The House Social Security subcommittee aegreed yesterday to shift the date of the annual Social Security cost-of-living increase from July 3 to Oct. 3 to help achieve budget savings sought by Congress and the president.

The change, which would reduce payments by $700 million in fiscal 1982, would be in two stages: instead of getting a single cost-of-living increase on July 3, 1982, beneficiaries would receive half the cost-of-living increase on May 3 and the other half on Oct. 3. This two-payment system would apply only in 1982. After that, increased would be paid only once a year, in October.

The new system, as tentatively approved by the subcommittee, also contains technical changes in base-year calculations that would provide additional savings each year -- $1 billion in fiscal '83, $1.1 billion in fiscal '84 and slightly larger savings each year thereafter because of a time lag between the actual increases in the cost of living and payment of the automatic benefit increase. But these savings may be reduced later if the time lag is eliminated.

For the moment, the subcommittee duced away from changing the actual cost-of-living formula, which would produce much larger savings, because, Rep.
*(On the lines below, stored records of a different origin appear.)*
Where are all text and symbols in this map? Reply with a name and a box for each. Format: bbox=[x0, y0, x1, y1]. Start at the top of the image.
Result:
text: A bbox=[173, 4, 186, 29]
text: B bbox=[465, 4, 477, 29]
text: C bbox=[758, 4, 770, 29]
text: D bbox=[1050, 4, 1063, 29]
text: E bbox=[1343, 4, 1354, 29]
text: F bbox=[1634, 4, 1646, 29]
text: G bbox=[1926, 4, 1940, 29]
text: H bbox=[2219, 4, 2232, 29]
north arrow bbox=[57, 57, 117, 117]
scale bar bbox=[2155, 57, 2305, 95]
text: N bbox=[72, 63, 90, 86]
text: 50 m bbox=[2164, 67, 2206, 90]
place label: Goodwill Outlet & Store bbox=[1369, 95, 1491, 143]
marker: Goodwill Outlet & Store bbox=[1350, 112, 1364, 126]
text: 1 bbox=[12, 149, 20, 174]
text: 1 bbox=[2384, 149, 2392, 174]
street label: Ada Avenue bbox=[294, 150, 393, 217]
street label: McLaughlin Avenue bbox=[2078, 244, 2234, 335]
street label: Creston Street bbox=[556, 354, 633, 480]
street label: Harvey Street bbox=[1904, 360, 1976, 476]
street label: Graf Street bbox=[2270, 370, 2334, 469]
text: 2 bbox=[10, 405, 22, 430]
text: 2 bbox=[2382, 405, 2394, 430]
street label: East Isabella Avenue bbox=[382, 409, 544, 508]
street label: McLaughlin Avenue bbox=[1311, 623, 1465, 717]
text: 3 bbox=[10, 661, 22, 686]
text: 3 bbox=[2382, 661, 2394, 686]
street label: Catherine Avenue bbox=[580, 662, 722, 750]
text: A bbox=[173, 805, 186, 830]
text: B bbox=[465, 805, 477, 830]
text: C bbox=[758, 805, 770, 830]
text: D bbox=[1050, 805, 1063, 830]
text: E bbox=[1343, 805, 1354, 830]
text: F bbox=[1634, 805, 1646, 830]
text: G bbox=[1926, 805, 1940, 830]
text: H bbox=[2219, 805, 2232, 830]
Richard A. Gephardt (D-Mo.) said, it is "too much political dynamite." President Reagan opposes a formula change at present.

Other changes voted:

Rounding down monthly payment checks to the nearest dollar, which would produce a saving of about $45 million in fiscal '82, rising to $500 million by 1986.

Placing a cap on gross disability programs (excluding veterans' disability programs) equal to 80 percent of the individual's former earnings.